France's economy grew 1.1% in 2015, its biggest jump in four years which the government hailed as confirmation of a turnaround after years of economic stagnation, official statistics showed today. 

The euro zone's second-biggest economy posted growth of 0.2% in the fourth quarter, down from 0.3% in the July-September period, national statistics agency INSEE said. 

The full-year growth figure, up from 0.2% in 2014, was in line with the government's predictions but lagged the 1.5% growth expected in the wider euro zone in 2015, according to INSEE. 

Finance Minister Michel Sapin said the fact that output had continued expanding in the fourth quarter, despite devastating terrorist attacks that left 130 people dead in November and dealt a severe blow to tourism, showed "the French did not give up". 

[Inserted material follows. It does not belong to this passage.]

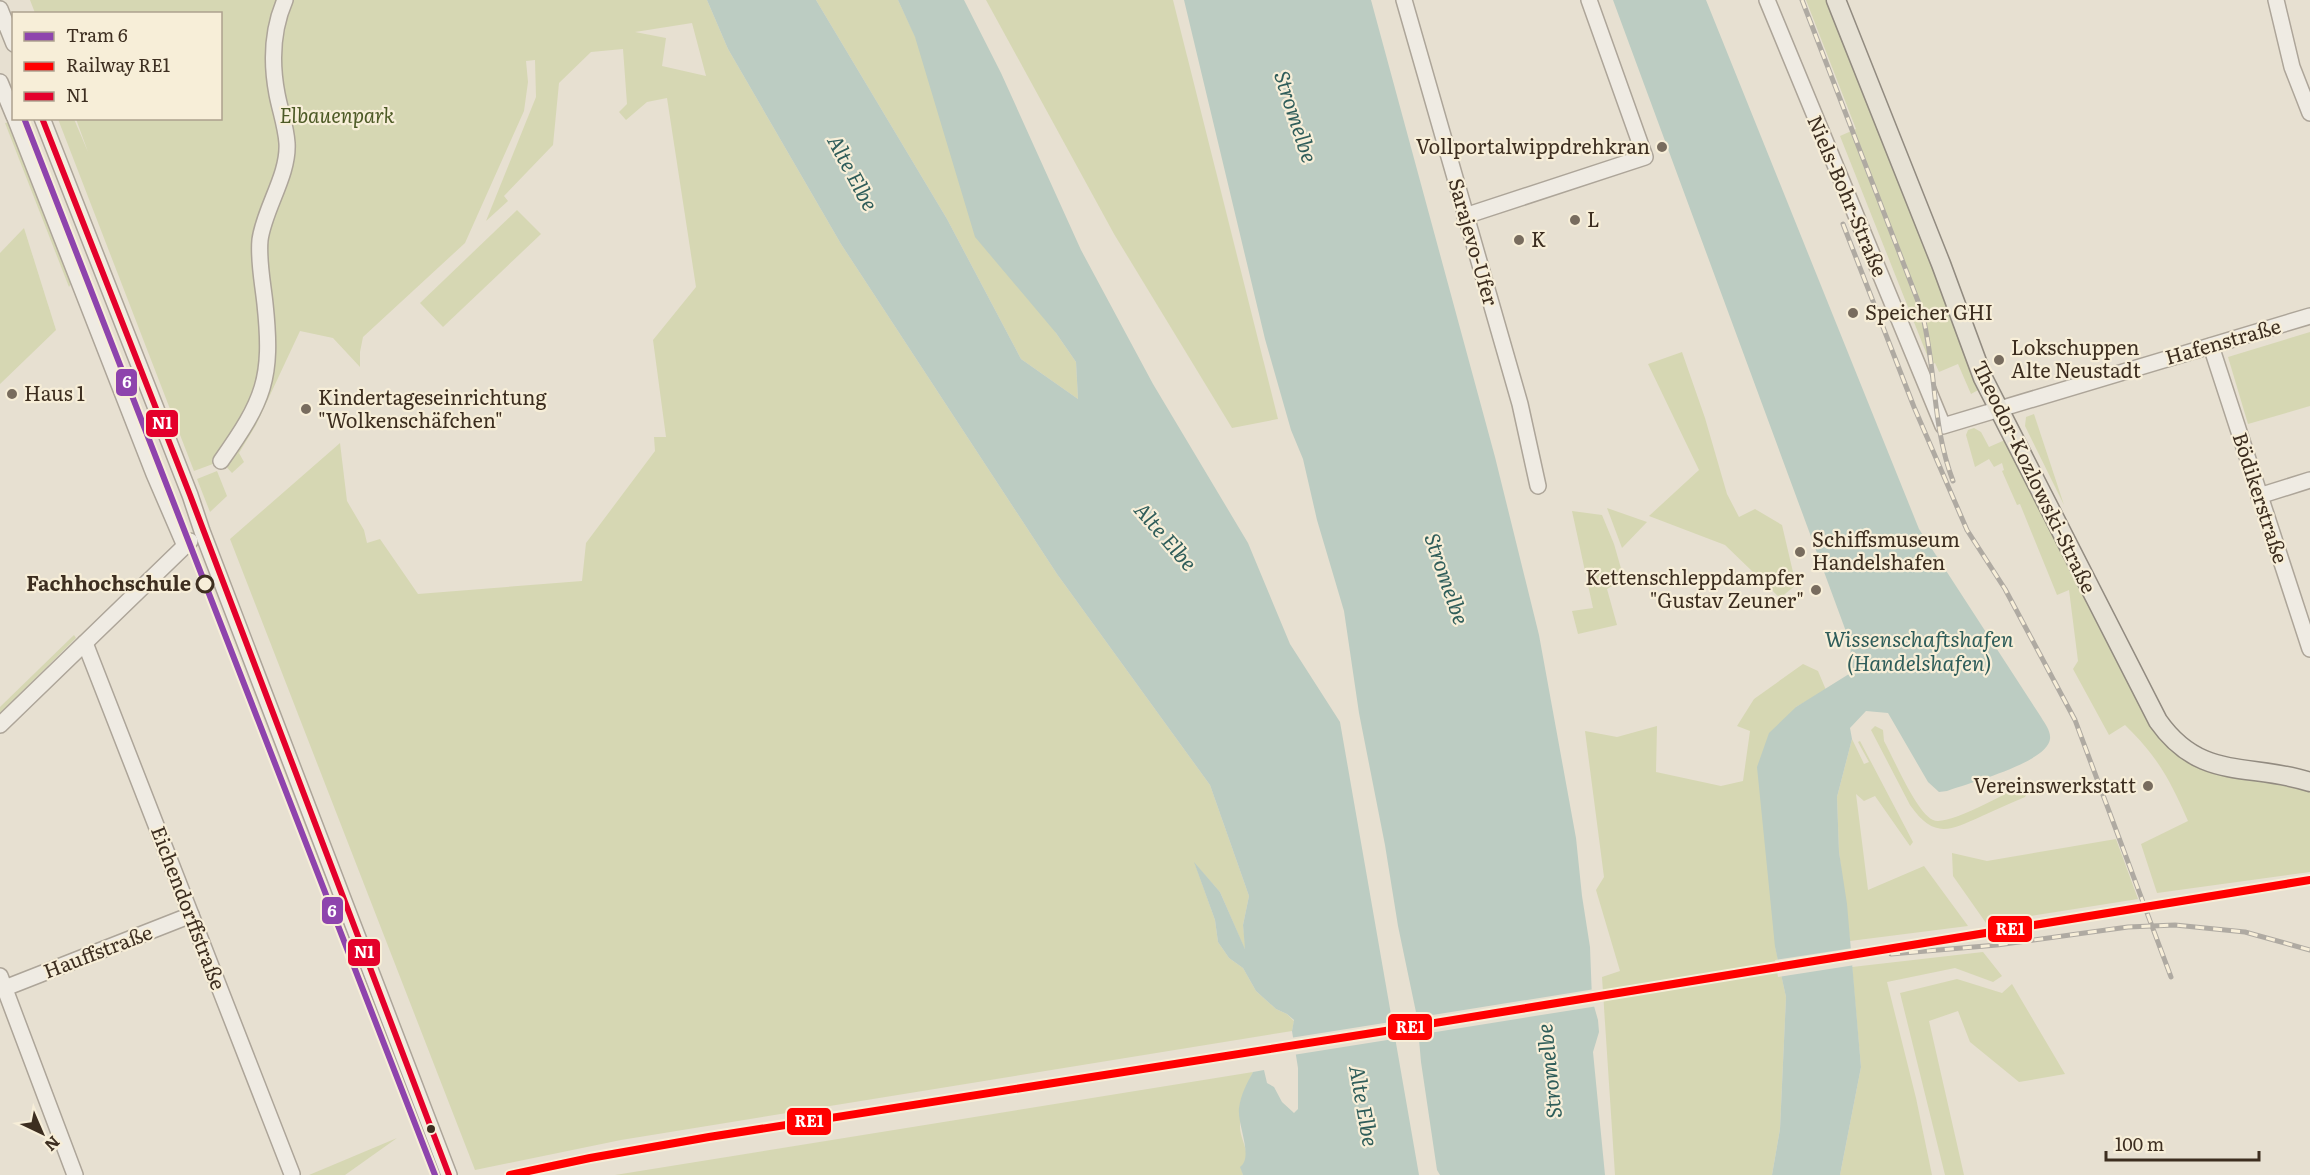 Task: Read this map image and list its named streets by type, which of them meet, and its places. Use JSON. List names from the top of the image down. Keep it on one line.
{"streets":{"main road":["Theodor-Kozlowski-Straße"],"street":["Niels-Bohr-Straße","Sarajevo-Ufer","Hafenstraße","Bödikerstraße","Eichendorffstraße","Hauffstraße"]},"crossings":[["Niels-Bohr-Straße","Hafenstraße"],["Hafenstraße","Theodor-Kozlowski-Straße"],["Hafenstraße","Bödikerstraße"],["Eichendorffstraße","Hauffstraße"]],"water":["Stromelbe","Alte Elbe","Wissenschaftshafen (Handelshafen)"],"parks":["Elbauenpark"],"places":["Vollportalwippdrehkran","L","K","Speicher GHI","Lokschuppen Alte Neustadt","Haus 1","Kindertageseinrichtung \"Wolkenschäfchen\"","Schiffsmuseum Handelshafen","Fachhochschule","Kettenschleppdampfer \"Gustav Zeuner\"","Vereinswerkstatt"],"lines":["tram line 6","transit line N1","rail line RE1"],"legend":["Tram 6","Railway RE1","N1"],"scale_bar":"100 m","north":"bottom right"}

"2015 was the year of the recovery," Sapin told AFP, predicting that the trend would "intensify in 2016" and spur job creation.

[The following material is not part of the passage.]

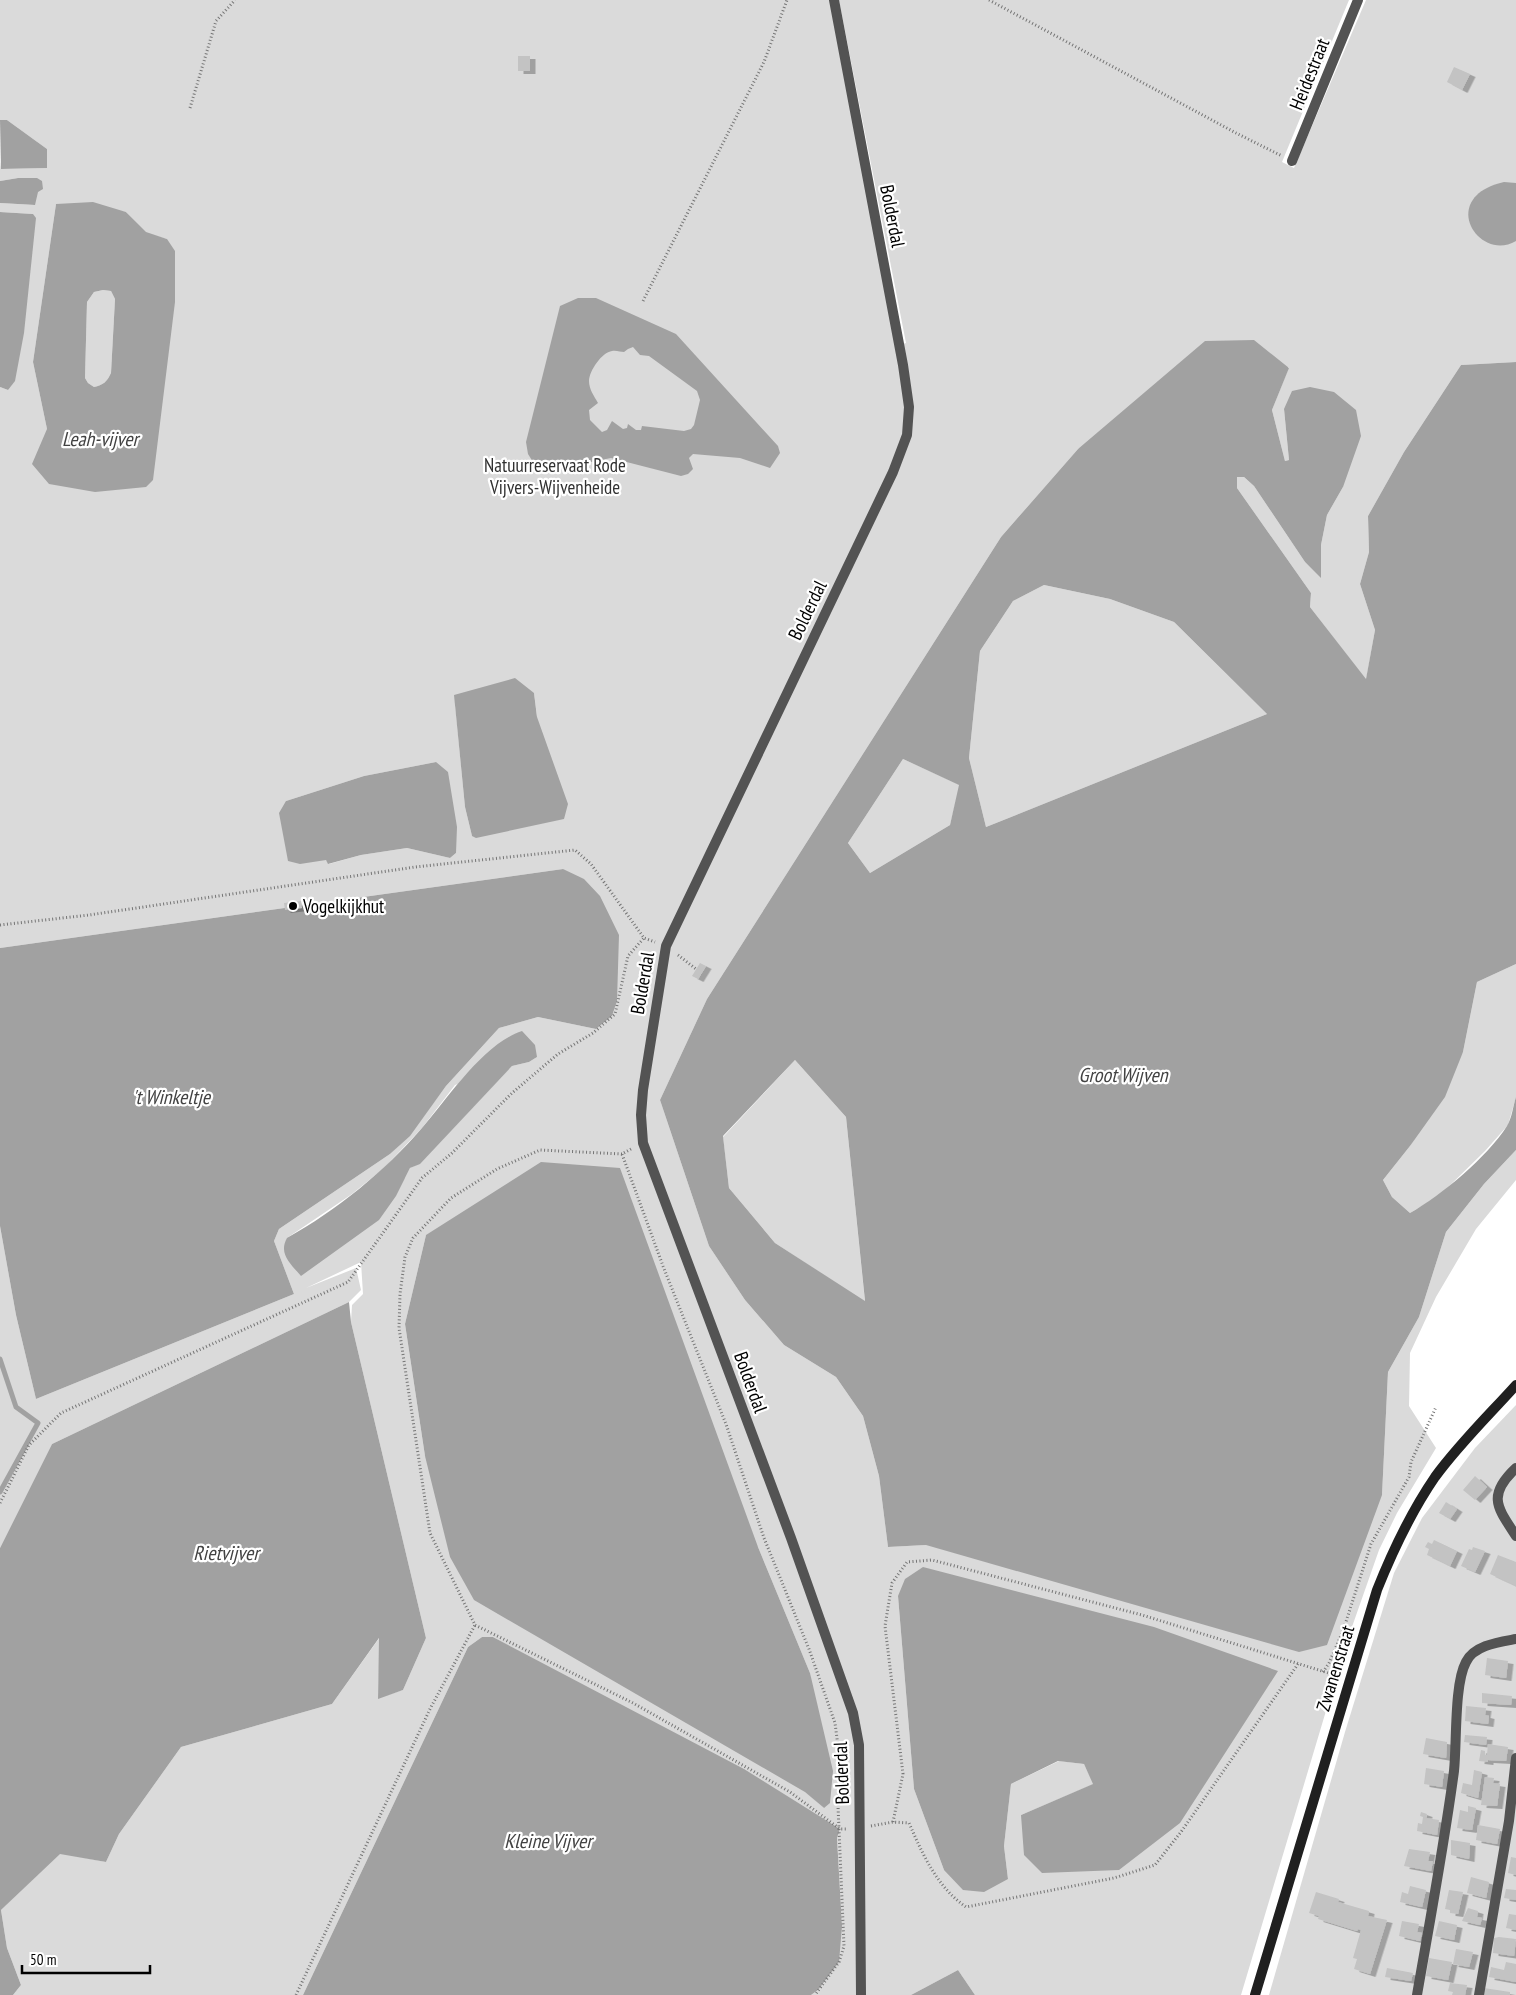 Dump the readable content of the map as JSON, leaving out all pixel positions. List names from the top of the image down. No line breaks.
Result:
{"streets":{"street":["Heidestraat","Bolderdal","Zwanenstraat"]},"water":["Leah-vijver","Groot Wijven","'t Winkeltje","Rietvijver","Kleine Vijver"],"parks":["Natuurreservaat Rode Vijvers-Wijvenheide"],"places":["Vogelkijkhut"],"scale_bar":"50 m"}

In a sign of increased consumer confidence, consumer spending shot up 1.4% in 2015, while business investment grew 2% year-on-year.

The figures provide some rare good news for the government after further disappointment on the jobs front this week. 

On Wednesday, the labour ministry announced that unemployment - the scourge of President Francois Hollande's administration - had risen again in December, taking the number of jobless to a new record of 3.59 million.